Work request
Exactly as written, transcribe the data from its opening line through the line containing "display:grid; place-items:center; width:77px;". Leave every picture out.

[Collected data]
..........

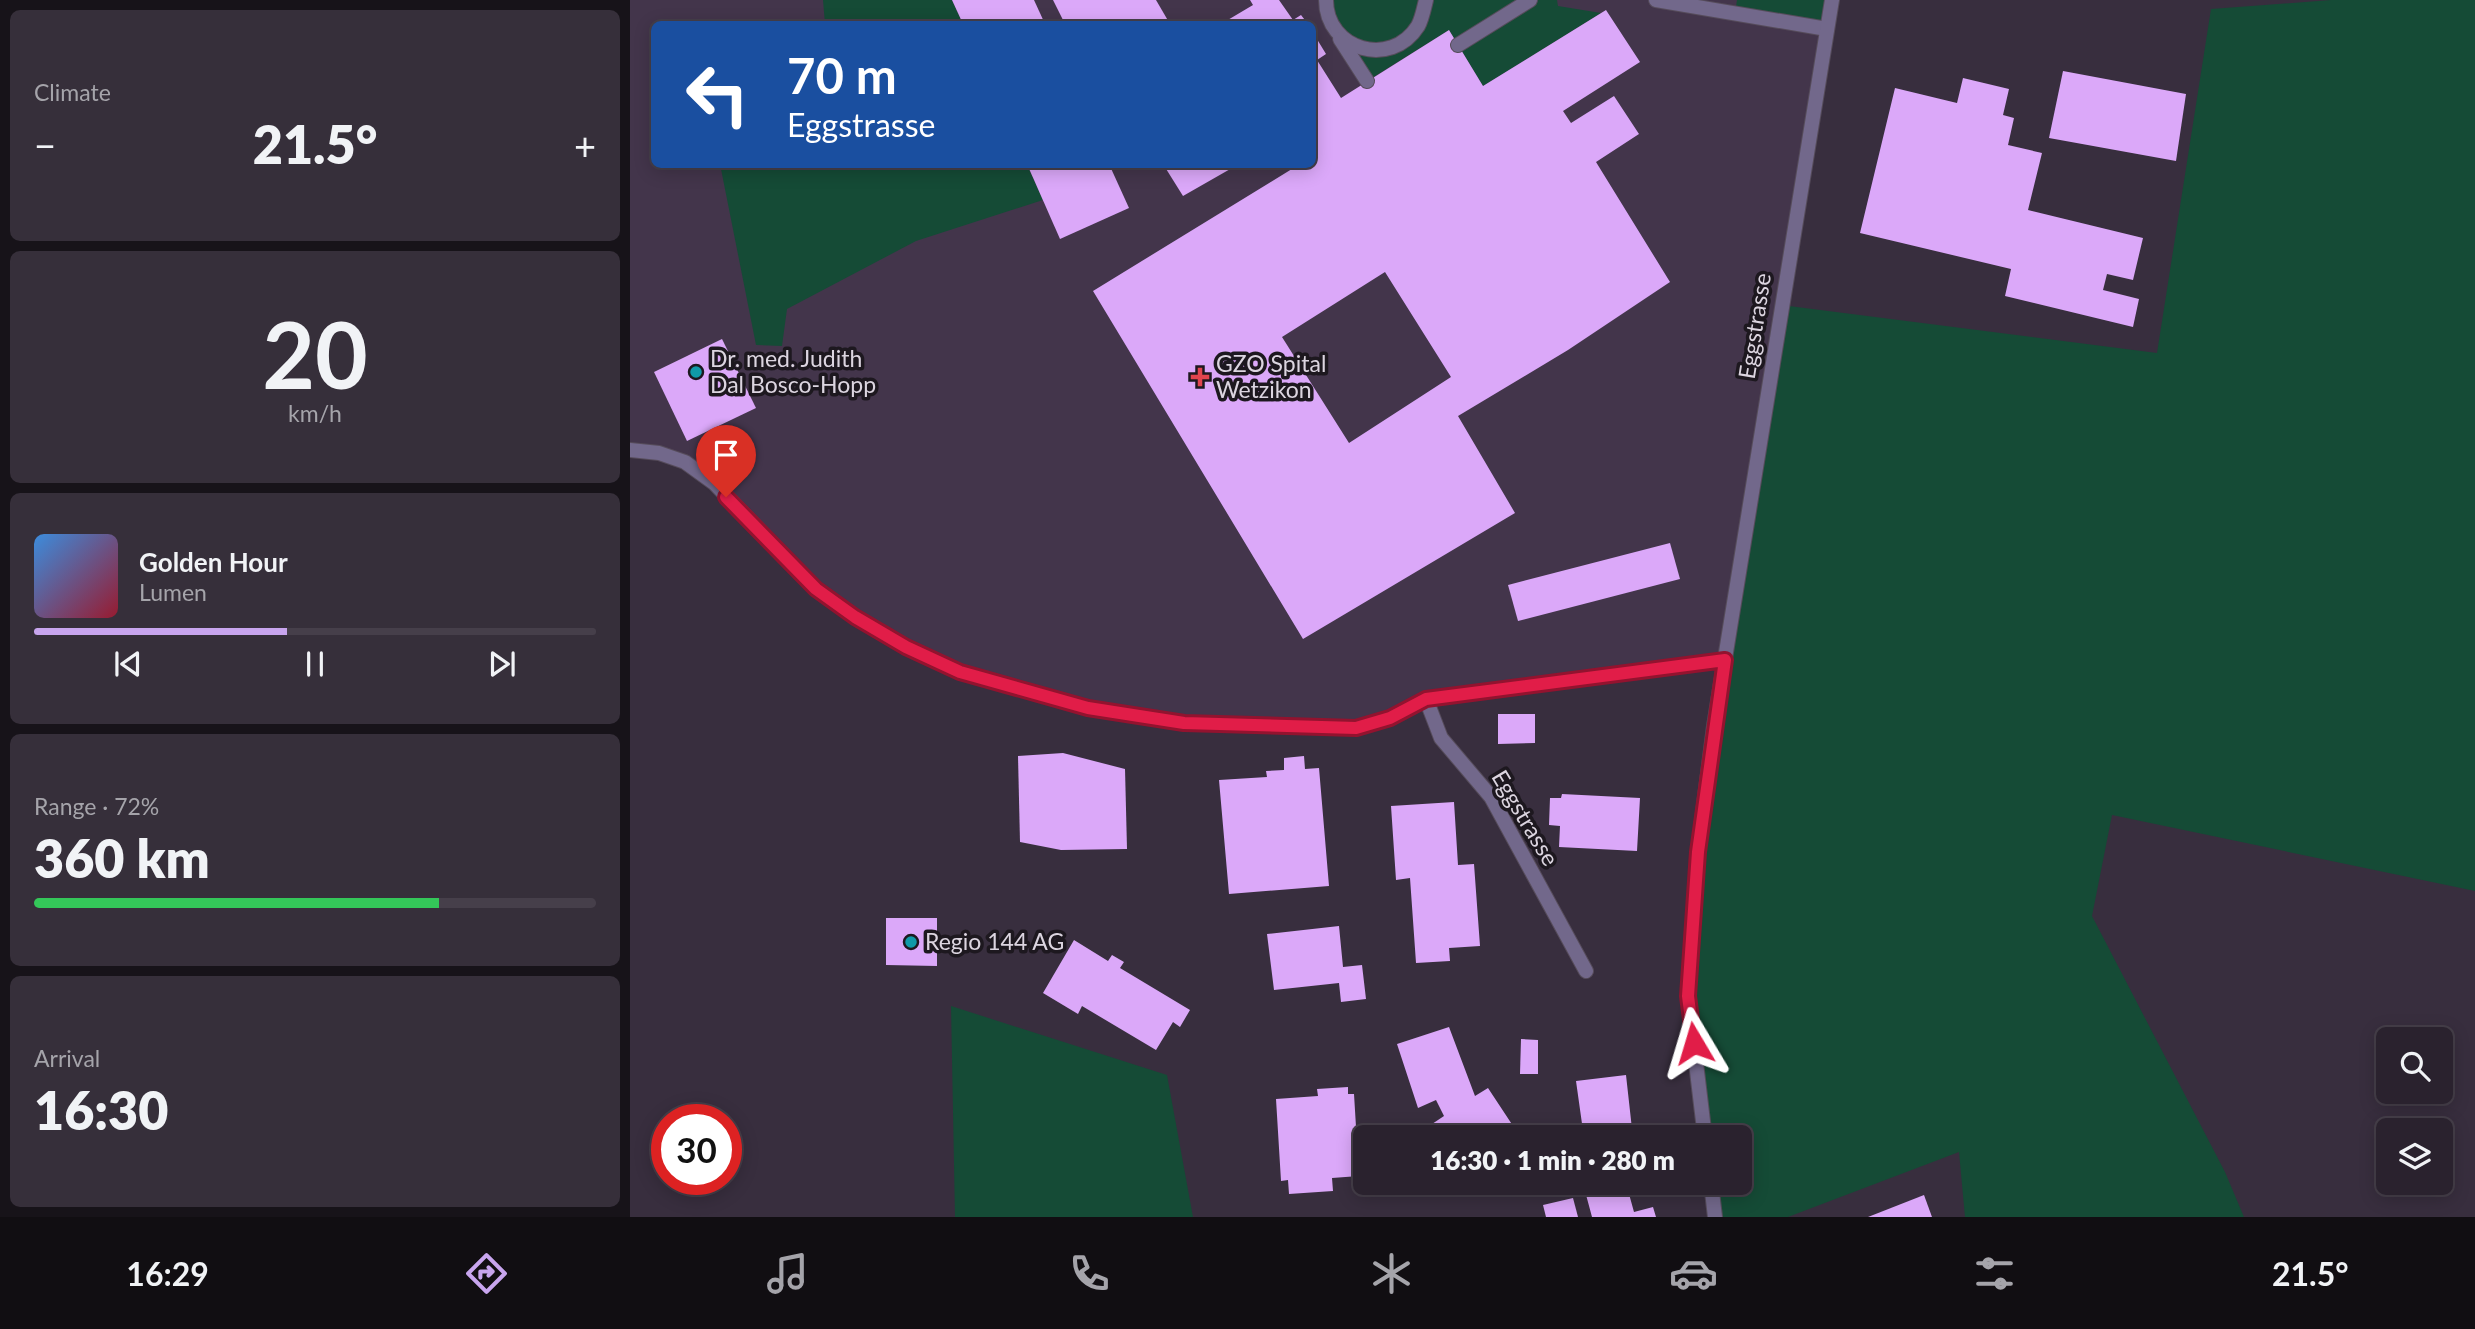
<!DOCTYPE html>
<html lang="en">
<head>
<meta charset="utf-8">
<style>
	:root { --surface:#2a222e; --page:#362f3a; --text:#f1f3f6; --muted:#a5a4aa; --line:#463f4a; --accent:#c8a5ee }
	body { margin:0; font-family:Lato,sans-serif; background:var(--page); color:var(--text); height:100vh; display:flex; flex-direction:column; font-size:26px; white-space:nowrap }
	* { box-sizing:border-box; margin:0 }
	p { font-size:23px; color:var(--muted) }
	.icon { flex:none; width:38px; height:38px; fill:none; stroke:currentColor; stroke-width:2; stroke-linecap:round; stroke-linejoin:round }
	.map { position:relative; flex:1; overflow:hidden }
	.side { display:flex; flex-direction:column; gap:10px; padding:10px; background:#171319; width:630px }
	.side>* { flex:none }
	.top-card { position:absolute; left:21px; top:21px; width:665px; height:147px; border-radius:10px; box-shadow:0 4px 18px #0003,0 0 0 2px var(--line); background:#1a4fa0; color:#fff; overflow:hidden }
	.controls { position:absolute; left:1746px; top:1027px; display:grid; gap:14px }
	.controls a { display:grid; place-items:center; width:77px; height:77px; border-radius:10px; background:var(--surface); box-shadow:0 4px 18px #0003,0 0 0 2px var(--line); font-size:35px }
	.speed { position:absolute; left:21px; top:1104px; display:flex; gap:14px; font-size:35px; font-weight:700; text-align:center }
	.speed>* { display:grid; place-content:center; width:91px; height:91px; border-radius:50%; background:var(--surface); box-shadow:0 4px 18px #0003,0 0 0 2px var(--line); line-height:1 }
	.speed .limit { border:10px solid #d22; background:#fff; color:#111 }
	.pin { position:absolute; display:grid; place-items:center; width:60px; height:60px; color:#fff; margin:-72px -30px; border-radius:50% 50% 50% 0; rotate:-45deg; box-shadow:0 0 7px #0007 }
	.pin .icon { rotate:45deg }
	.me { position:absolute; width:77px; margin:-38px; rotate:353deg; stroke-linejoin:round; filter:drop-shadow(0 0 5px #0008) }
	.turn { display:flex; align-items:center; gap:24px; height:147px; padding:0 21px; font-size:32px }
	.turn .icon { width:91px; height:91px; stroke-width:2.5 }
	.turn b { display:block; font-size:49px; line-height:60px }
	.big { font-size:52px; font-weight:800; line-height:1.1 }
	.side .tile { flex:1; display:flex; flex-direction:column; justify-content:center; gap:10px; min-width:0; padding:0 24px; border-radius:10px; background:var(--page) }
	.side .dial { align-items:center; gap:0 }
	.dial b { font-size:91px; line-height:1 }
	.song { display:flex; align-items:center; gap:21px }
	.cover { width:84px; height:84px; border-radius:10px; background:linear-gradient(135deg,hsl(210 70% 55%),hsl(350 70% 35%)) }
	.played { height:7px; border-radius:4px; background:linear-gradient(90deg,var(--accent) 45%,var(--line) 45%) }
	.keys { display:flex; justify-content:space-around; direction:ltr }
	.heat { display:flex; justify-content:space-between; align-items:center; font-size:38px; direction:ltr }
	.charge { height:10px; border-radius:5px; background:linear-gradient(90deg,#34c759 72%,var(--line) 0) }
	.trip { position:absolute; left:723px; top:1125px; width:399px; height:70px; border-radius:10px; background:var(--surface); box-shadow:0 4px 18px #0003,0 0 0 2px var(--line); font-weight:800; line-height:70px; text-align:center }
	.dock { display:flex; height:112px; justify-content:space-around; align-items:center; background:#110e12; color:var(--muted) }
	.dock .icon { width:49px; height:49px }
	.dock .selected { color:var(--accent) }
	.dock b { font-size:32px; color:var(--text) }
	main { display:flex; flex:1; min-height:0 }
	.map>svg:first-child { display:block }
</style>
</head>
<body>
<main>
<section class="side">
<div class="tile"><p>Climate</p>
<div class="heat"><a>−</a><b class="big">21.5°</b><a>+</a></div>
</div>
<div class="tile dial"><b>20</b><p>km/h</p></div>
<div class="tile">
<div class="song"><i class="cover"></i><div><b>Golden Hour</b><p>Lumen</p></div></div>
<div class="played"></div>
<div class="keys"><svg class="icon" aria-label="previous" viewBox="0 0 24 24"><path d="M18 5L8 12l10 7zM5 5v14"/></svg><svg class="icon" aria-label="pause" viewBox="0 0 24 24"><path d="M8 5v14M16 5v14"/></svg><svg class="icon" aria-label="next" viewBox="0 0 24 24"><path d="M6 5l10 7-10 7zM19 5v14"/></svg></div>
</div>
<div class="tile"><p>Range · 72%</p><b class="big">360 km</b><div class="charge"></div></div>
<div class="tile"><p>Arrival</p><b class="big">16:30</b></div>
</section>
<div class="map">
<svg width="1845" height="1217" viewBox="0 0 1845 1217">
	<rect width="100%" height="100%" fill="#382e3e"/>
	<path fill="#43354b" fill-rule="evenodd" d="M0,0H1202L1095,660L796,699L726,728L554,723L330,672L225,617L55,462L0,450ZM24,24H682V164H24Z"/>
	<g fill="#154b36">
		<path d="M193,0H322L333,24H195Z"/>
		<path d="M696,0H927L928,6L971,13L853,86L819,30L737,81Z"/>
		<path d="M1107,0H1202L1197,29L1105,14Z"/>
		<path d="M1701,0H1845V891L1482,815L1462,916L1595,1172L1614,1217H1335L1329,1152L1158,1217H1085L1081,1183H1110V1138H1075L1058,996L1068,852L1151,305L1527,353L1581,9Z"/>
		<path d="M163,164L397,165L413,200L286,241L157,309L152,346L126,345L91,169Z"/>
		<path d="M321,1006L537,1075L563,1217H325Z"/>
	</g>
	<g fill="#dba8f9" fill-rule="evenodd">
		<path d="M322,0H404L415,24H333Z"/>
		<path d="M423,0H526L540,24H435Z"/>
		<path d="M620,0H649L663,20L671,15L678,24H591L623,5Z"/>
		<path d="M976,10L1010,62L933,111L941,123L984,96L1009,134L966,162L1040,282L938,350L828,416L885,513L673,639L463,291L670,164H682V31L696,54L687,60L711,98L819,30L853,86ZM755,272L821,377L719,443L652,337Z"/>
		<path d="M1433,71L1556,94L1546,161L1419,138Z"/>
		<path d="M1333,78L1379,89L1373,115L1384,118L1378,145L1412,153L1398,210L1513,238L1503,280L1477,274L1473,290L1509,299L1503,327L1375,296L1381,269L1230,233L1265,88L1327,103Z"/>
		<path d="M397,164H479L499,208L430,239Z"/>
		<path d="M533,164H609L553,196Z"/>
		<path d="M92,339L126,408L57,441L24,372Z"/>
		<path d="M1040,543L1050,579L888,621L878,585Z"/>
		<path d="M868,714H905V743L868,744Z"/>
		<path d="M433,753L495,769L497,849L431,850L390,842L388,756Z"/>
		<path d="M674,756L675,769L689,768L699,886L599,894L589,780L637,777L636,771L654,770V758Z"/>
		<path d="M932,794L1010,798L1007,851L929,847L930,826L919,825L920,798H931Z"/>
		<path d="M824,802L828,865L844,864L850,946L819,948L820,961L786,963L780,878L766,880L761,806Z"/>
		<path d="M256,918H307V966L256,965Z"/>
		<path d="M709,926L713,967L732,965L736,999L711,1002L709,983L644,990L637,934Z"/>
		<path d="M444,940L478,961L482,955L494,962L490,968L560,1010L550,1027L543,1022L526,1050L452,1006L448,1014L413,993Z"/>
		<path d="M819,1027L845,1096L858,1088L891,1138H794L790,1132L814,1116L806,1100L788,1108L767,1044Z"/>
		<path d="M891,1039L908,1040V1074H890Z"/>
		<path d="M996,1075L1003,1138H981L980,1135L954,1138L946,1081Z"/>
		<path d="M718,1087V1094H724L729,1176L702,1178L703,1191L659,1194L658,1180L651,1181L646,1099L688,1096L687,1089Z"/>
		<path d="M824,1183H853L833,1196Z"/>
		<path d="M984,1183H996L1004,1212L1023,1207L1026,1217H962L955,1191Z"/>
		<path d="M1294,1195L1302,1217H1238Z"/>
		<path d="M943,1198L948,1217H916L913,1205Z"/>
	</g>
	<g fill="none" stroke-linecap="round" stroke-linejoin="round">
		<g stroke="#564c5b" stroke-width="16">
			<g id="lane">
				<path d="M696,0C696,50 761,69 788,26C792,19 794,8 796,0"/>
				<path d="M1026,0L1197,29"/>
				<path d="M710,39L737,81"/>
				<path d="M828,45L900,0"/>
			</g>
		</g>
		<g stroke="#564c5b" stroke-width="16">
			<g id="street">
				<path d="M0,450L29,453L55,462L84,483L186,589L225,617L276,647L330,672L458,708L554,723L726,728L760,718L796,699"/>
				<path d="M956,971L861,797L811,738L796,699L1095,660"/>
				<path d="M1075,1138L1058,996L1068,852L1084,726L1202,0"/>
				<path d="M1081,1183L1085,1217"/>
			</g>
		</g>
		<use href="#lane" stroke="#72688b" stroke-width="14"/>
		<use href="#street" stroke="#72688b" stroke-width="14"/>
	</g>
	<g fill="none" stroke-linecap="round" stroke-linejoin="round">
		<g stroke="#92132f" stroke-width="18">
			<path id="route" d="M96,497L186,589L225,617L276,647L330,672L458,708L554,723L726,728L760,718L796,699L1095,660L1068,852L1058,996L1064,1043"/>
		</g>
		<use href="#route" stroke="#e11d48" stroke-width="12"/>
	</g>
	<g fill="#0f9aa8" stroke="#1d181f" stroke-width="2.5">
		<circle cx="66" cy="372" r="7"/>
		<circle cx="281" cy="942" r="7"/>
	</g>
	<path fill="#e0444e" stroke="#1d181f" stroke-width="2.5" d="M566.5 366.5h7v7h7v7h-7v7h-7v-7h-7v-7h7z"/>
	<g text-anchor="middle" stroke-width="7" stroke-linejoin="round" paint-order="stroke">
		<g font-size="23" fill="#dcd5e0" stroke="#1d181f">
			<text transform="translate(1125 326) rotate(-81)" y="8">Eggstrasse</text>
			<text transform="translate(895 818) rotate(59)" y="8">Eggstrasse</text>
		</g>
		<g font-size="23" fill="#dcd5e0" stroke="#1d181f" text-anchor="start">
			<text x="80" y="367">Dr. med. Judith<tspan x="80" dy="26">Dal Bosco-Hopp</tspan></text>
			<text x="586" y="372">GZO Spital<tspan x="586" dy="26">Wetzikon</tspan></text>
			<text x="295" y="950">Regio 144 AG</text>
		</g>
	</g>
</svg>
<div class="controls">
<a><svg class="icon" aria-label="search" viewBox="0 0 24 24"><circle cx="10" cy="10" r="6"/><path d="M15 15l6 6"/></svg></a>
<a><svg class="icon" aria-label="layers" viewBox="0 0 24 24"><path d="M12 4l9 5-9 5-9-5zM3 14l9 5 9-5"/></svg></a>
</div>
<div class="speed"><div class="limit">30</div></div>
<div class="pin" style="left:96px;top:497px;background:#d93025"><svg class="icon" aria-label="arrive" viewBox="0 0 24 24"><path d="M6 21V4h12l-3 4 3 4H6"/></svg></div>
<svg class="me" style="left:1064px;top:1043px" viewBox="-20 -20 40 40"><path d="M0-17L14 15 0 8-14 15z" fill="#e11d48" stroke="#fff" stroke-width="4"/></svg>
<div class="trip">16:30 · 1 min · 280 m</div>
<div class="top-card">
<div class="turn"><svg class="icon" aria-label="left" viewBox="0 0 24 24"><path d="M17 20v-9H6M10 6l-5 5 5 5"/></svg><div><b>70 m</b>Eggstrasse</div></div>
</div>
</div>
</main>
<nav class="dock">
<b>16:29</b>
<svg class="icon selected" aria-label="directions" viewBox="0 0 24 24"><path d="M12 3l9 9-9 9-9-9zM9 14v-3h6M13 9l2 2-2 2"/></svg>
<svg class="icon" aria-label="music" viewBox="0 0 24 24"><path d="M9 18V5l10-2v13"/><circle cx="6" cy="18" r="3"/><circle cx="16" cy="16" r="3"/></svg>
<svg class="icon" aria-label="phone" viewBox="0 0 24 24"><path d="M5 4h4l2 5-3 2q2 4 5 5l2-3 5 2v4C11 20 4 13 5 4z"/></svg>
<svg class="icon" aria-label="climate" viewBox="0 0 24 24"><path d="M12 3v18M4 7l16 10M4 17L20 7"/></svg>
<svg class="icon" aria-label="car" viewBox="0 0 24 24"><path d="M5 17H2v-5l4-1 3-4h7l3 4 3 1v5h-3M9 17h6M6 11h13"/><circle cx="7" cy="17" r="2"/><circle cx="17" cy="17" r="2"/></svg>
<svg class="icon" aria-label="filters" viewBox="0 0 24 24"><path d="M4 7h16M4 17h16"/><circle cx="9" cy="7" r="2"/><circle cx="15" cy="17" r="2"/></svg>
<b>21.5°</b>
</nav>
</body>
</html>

..........

Exercise solution
<!DOCTYPE html>
<html lang="en">
<head>
<meta charset="utf-8">
<style>
	:root { --surface:#2a222e; --page:#362f3a; --text:#f1f3f6; --muted:#a5a4aa; --line:#463f4a; --accent:#c8a5ee }
	body { margin:0; font-family:Lato,sans-serif; background:var(--page); color:var(--text); height:100vh; display:flex; flex-direction:column; font-size:26px; white-space:nowrap }
	* { box-sizing:border-box; margin:0 }
	p { font-size:23px; color:var(--muted) }
	.icon { flex:none; width:38px; height:38px; fill:none; stroke:currentColor; stroke-width:2; stroke-linecap:round; stroke-linejoin:round }
	.map { position:relative; flex:1; overflow:hidden }
	.side { display:flex; flex-direction:column; gap:10px; padding:10px; background:#171319; width:630px }
	.side>* { flex:none }
	.top-card { position:absolute; left:21px; top:21px; width:665px; height:147px; border-radius:10px; box-shadow:0 4px 18px #0003,0 0 0 2px var(--line); background:#1a4fa0; color:#fff; overflow:hidden }
	.controls { position:absolute; left:1746px; top:1027px; display:grid; gap:14px }
	.controls a { display:grid; place-items:center; width:77px; height:77px; border-radius:10px; background:var(--surface); box-shadow:0 4px 18px #0003,0 0 0 2px var(--line); font-size:35px }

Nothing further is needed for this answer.